I'm getting close to having everything I need now to start putting it all together but have some dumb questions for you all:

 

On the carbs, do I just need to run a fuel inlet and that's it? I hear the breather tubes can be left alone but can I block them or put a small filter on them etc? Looking to tidy it up. Is there a fuel outlet and does that need attention?

 

I'm going to run an electric vac line to the brake booster and so I'm right to get vac ports on every inlet port for the advance yea?

 

Finally, have you guys mounted your fuel pumps near the tank or in the bay as I've heard bike pumps prefer to push rather than suck if that makes sense.
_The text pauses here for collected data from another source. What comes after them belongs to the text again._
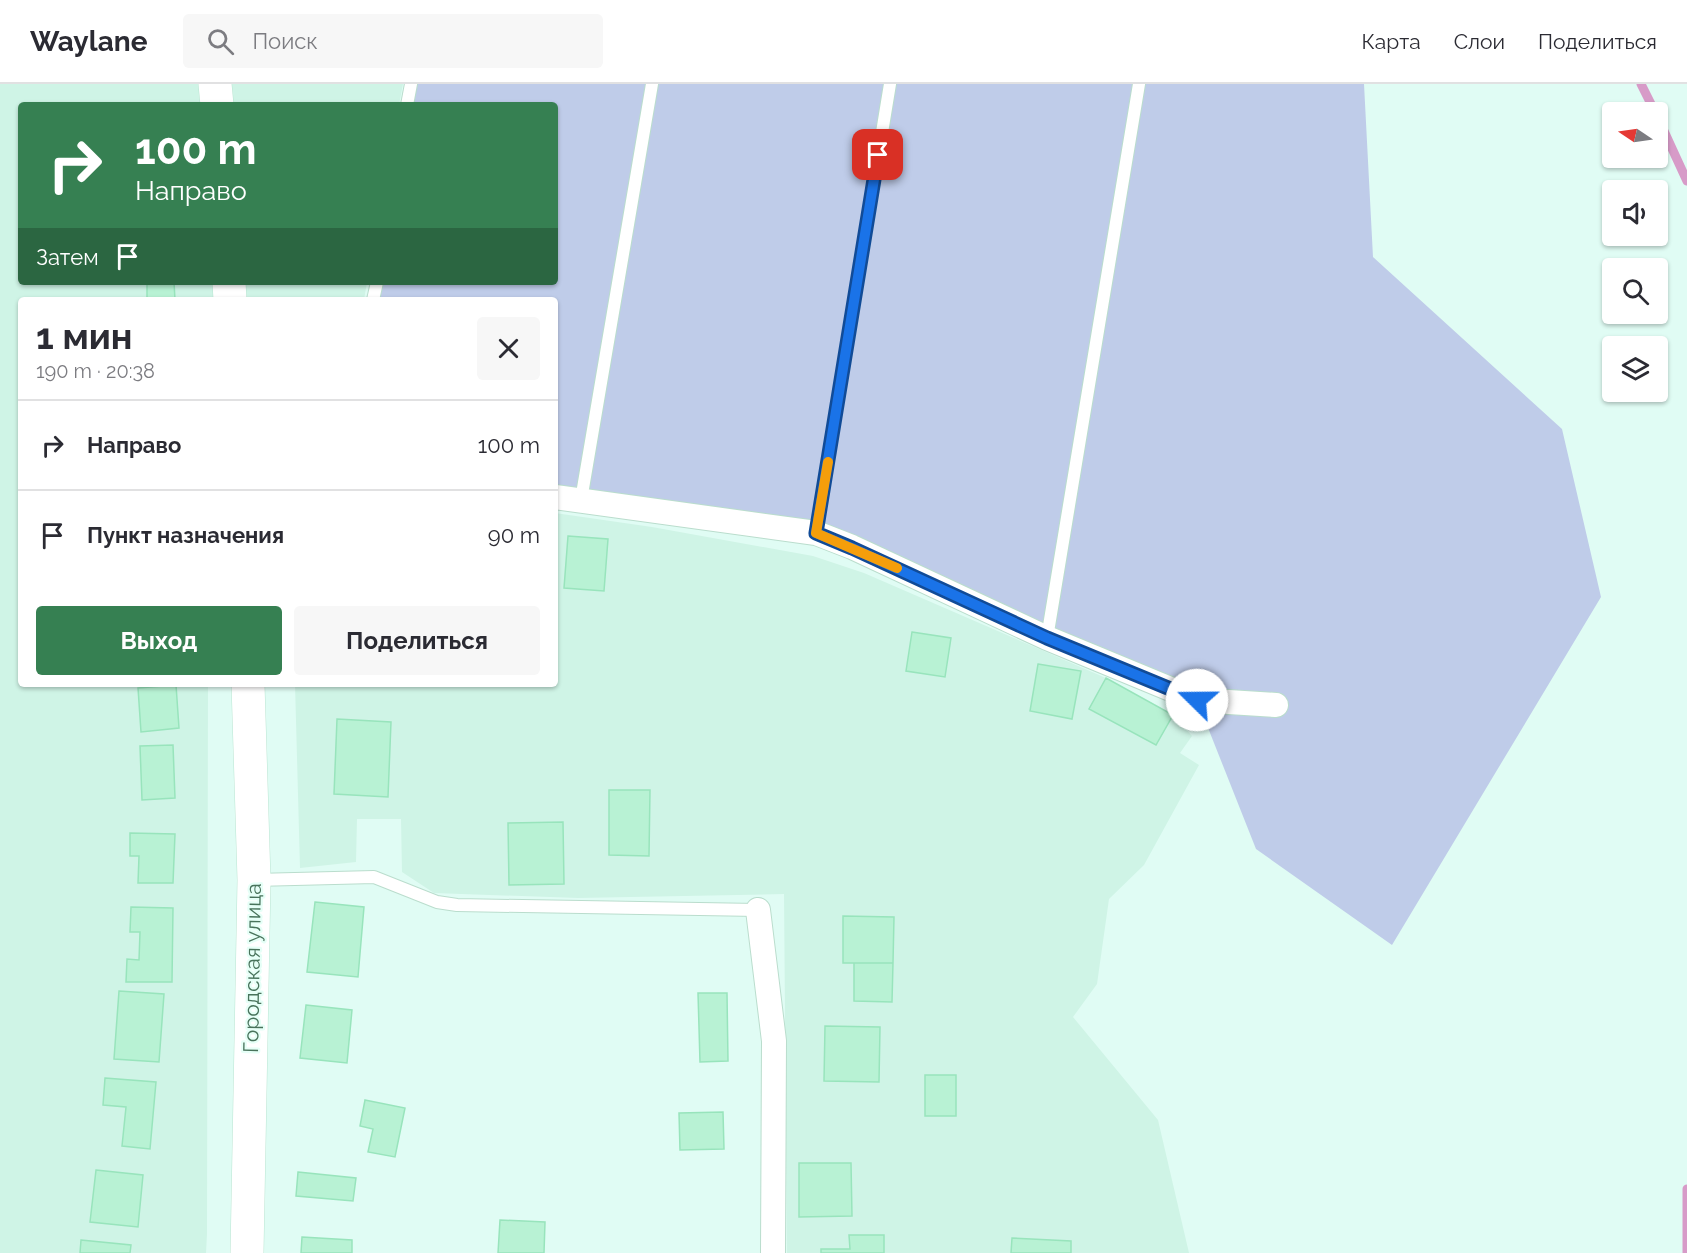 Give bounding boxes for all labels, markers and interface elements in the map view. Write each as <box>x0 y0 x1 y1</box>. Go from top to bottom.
search box <box>183 14 603 68</box>
text: Waylane <box>30 25 147 58</box>
icon: search <box>204 25 237 58</box>
text: Поиск <box>252 28 318 54</box>
text: Карта <box>1362 29 1421 54</box>
text: Слои <box>1454 29 1505 54</box>
text: Поделиться <box>1538 29 1657 54</box>
north arrow <box>1602 102 1668 168</box>
map controls <box>1602 102 1668 402</box>
text: 100 m <box>135 125 257 174</box>
icon: right <box>36 126 114 204</box>
pin <box>852 129 903 180</box>
icon: arrive <box>861 138 894 171</box>
text: Направо <box>135 175 247 206</box>
button: sound <box>1602 180 1668 246</box>
icon: arrive <box>111 240 144 273</box>
text: Затем <box>36 244 99 270</box>
button: search <box>1602 258 1668 324</box>
text: 1 мин <box>36 315 132 357</box>
button: close <box>477 317 540 380</box>
button: layers <box>1602 336 1668 402</box>
text: 190 m · 20:38 <box>36 359 155 383</box>
icon: right <box>36 429 69 462</box>
text: Направо <box>87 432 181 458</box>
text: 100 m <box>478 432 540 458</box>
icon: arrive <box>36 519 69 552</box>
text: Пункт назначения <box>87 522 284 548</box>
text: 90 m <box>488 522 540 548</box>
button: Выход <box>36 606 282 675</box>
button: Поделиться <box>294 606 540 675</box>
position arrow <box>1165 668 1229 732</box>
street label: Городская улица <box>238 883 266 1053</box> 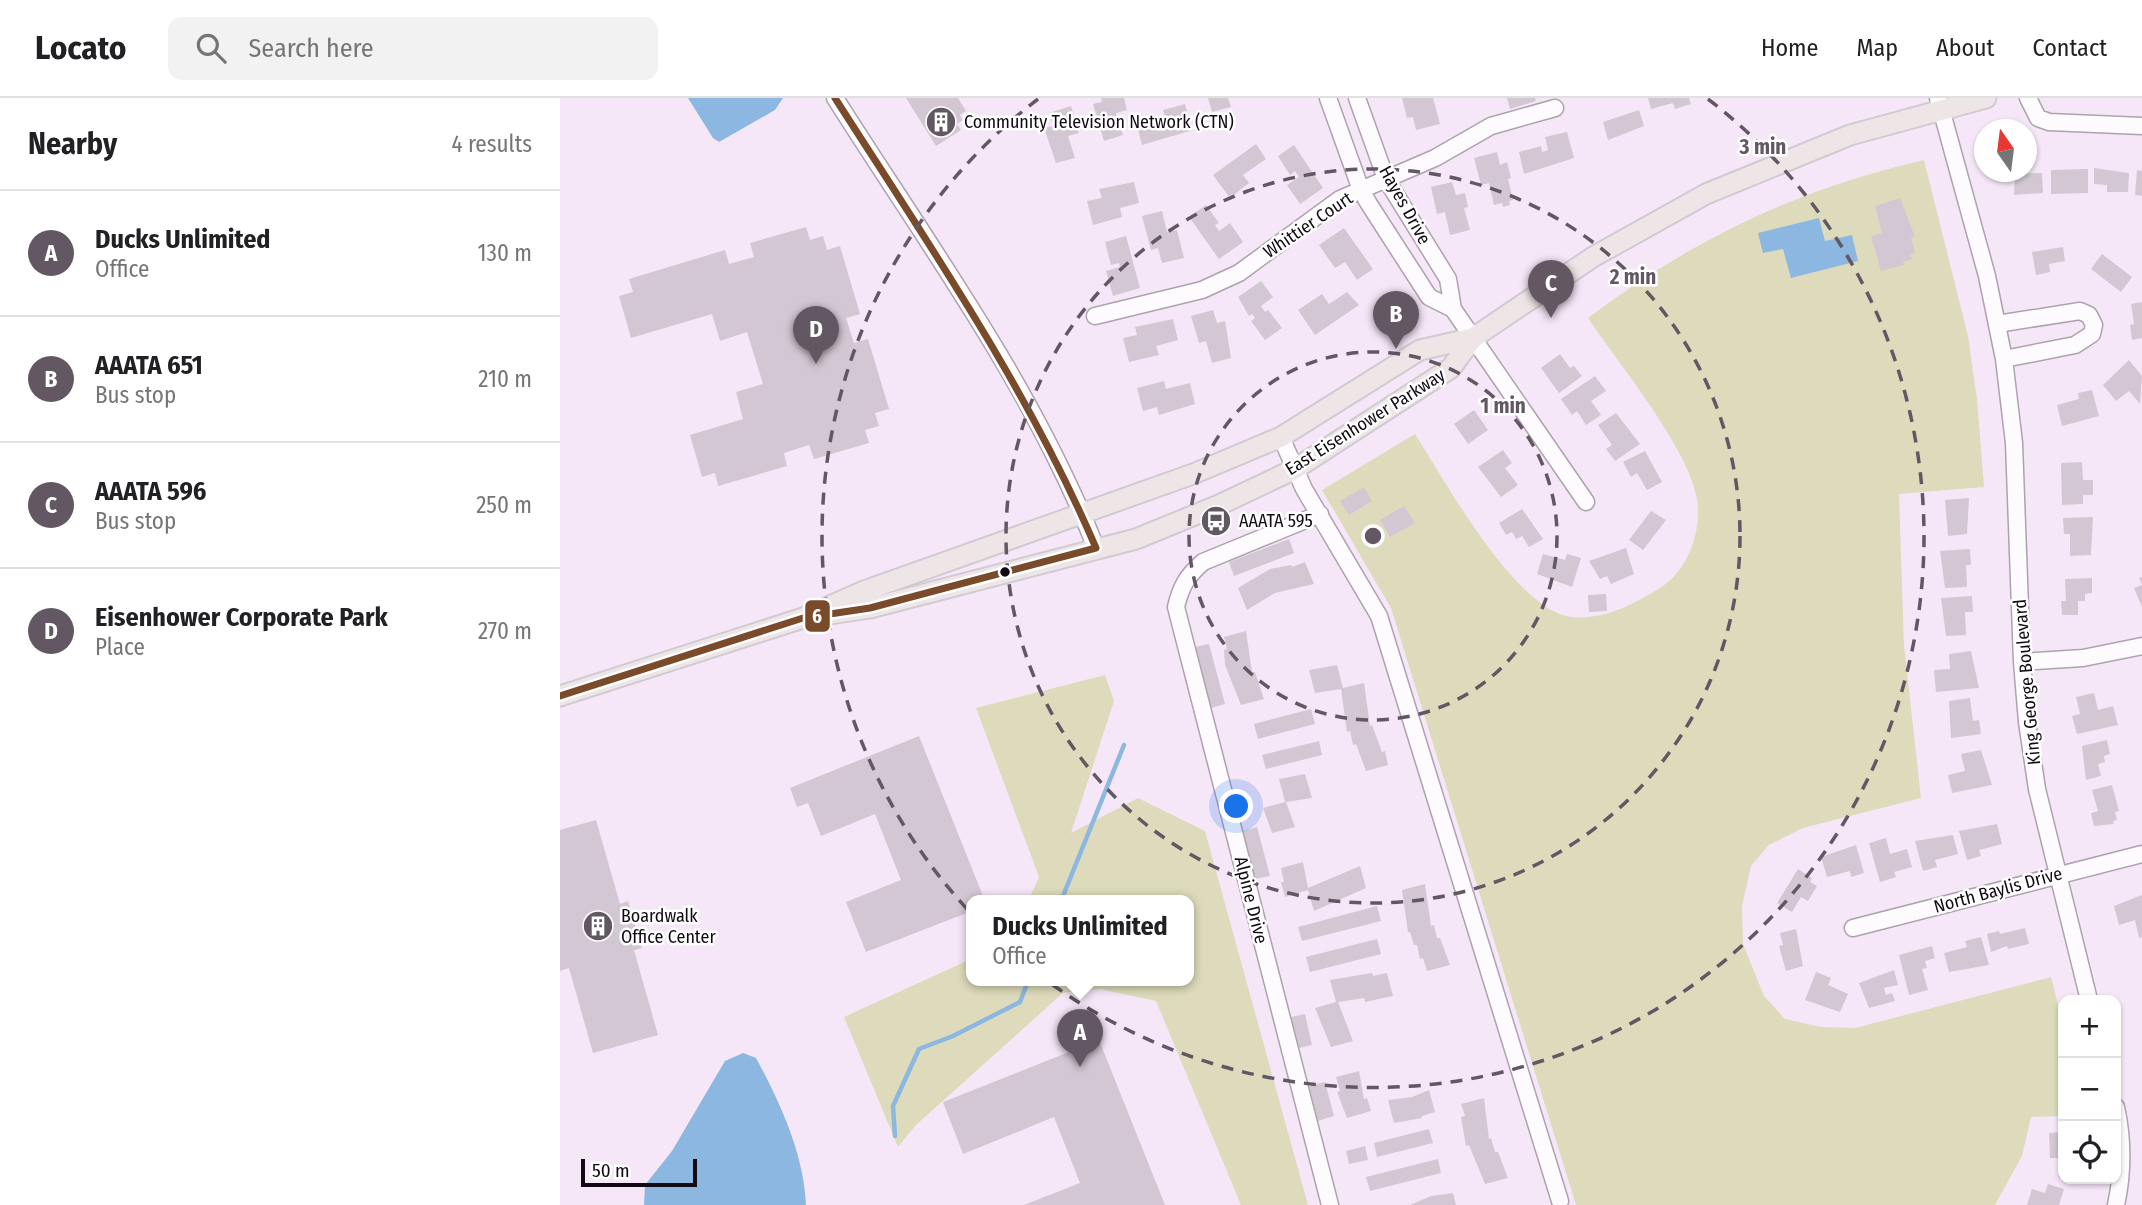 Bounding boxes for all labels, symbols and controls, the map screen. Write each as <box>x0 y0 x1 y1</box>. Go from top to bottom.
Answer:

Thanks

 

carb vents need to be left open

 

there should be no fuel return line but in some rare cases I have seen one

 

electric vaccum line?  Not sure what you are trying to say here.  Regarding vac advance the optimal setup would be to run a line from each runner to a small vac canister and then run a line to your vacuum advance- this will dampen the pulses.  you can run a vac line from a single intake runner to the vac advance canister as well, in all truth you may not notice much difference.

 

always mount your fuel pump as close to the bottom of the tank as you can, no fuel pump "prefers to suck".  Space constraints may not allow an ideal mounting location but get as close to the bottom of the tank as possible.  Also, mount your fuel filter AFTER the pump, yes it leaves the pump open to contaminants, but it will also work better, you're more likely to ruin a fuel pump from placing the filter before it rather than after it.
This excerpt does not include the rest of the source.